Le tribunal constate ensuite que le demandeur n’a pas contesté le constat du ministre ayant trait à l’existence, dans son chef, d’un risque de fuite non négligeable, lequel étant d’ailleurs confirmé au regard des éléments soumis à l’appréciation du tribunal, étant donné, d’une part, qu’il est constant en cause que le demandeur, qui est connu sous plusieurs alias et qui a déposé des demandes de protection internationale dans plusieurs pays, avait, avant la prise de la mesure litigieuse, fait l’objet des mesures moins coercitives prévues par l’article 22, paragraphe (3), points a) et b) de la loi du 18 décembre 2015, en ce qu’il a été assigné à résidence à la structure d’hébergement d’urgence du Kirchberg sise à L-1734 Luxembourg, 11, rue Carlo Hemmer pour une durée de trois mois, avec l’obligation de se présenter quotidiennement durant cette période à 20.00 heures du soir et à 8.00 heures du matin à la réception de ladite structure, ainsi que cela ressort de l’arrêté ministériel, précité, du 14 juin 2017 et, d’autre part, que l’intéressé n’a pas respecté les obligations lui imposées dans le cadre de cet arrêté en ce qu’il s’est enfui de ladite structure d’hébergement le jour même de la notification de l’arrêté en question, tel que relevé ci-

avant.

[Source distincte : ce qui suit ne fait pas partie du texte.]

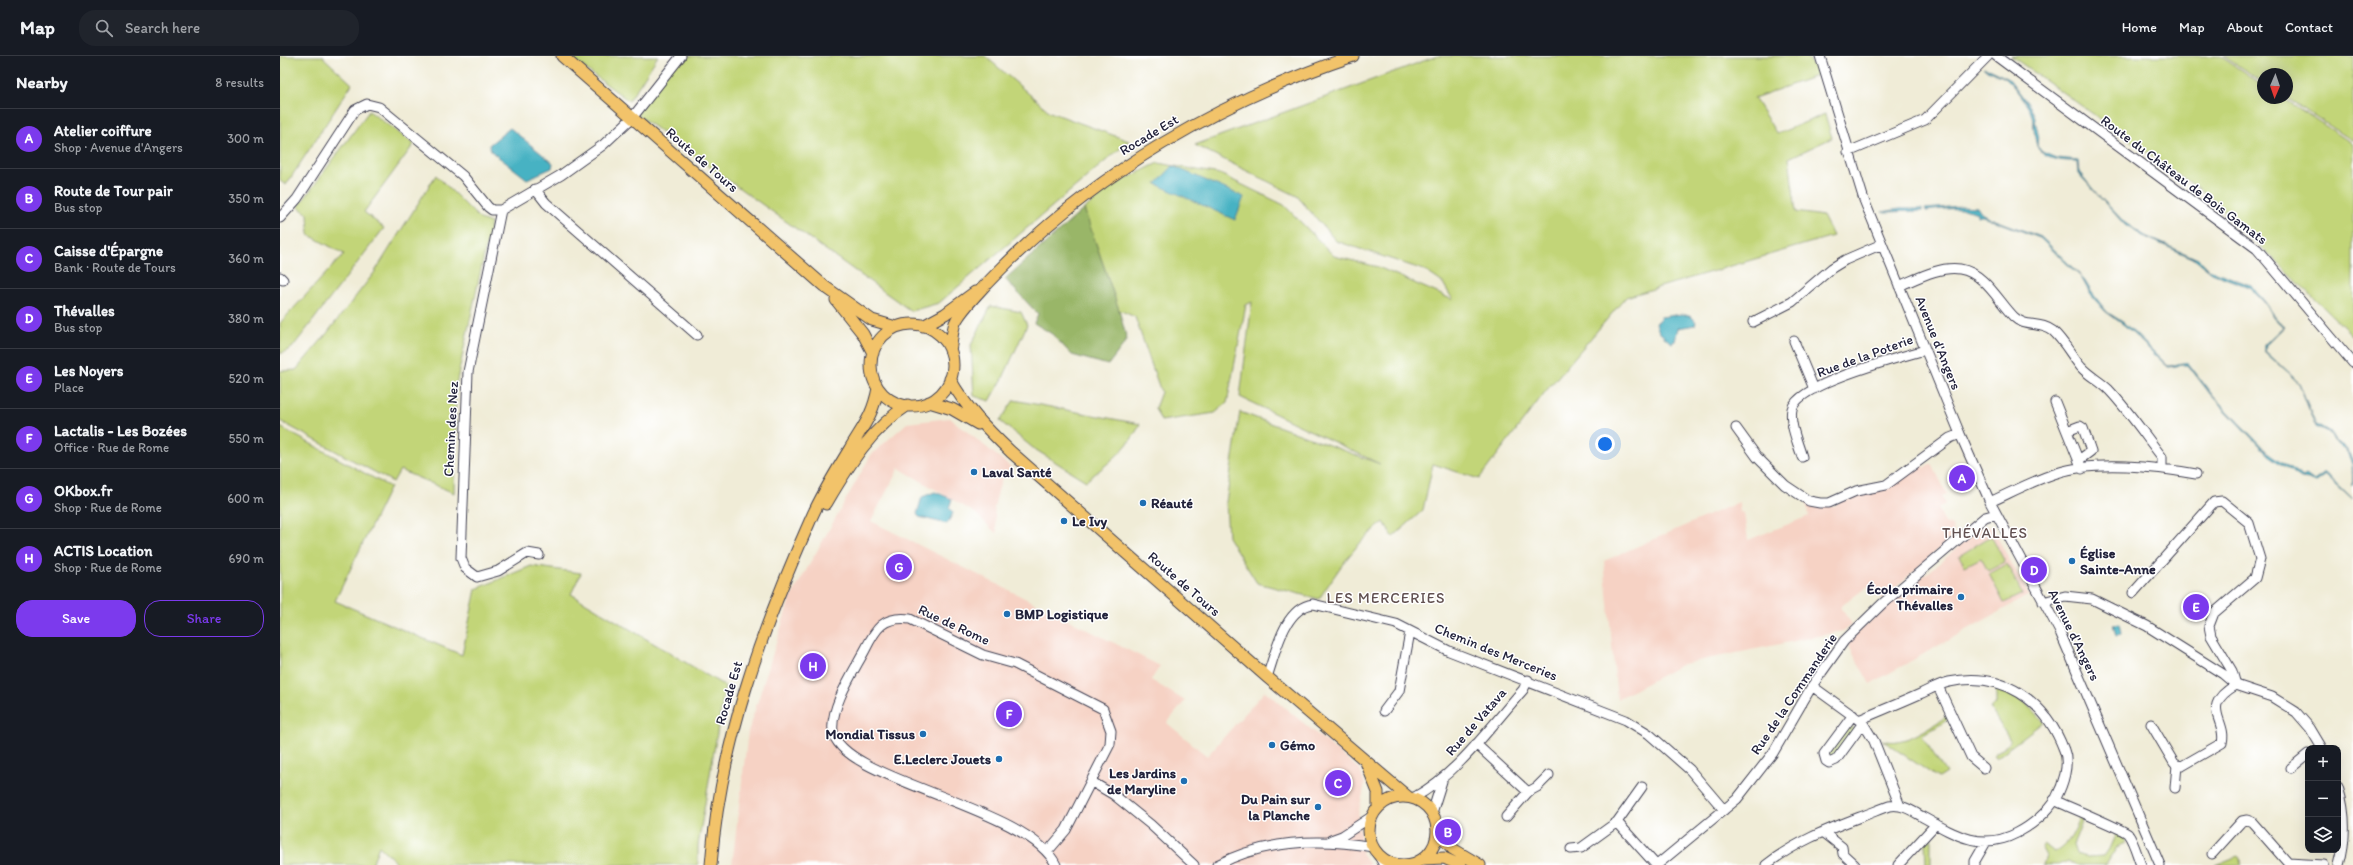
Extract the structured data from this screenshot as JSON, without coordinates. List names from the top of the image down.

Ainsi, c’est a priori à bon droit que le ministre a ordonné le placement en rétention du demandeur sur base de l’article 22, paragraphe (2), point d) de la loi du 18 décembre 2015.

Quant au moyen du demandeur selon lequel les conditions d’un placement en rétention ne seraient pas remplies en l’espèce, au motif qu’aucune circonstance de fait n’aurait empêché les autorités luxembourgeoises de l’éloigner vers l’Allemagne suite à l’accord de reprise en charge des autorités allemandes, il convient de relever que, contrairement à ce qui est soutenu par le demandeur, l’article 22, paragraphe (2), point d) de la loi du 18 décembre 2015 ne soumet pas le placement en rétention à la condition que l’exécution d’une mesure d’éloignement soit impossible en raison de circonstances de fait, la mesure de placement prévue à cette disposition légale pouvant, en effet, être ordonnée, tel que relevé ci-avant, en vue de garantir les procédures de transfert prévues par le règlement Dublin III, lorsqu’il existe un risque de fuite non négligeable dans le chef de la personne concernée, basé sur un faisceau de circonstances établissant que l’intéressé a l’intention de se soustraire aux autorités dans le seul but de faire obstacle à une mesure d’éloignement, et uniquement si le placement en rétention est proportionnel et que d’autres mesures moins coercitives ne peuvent être effectivement appliquées. Le moyen sous analyse encourt, dès lors, le rejet.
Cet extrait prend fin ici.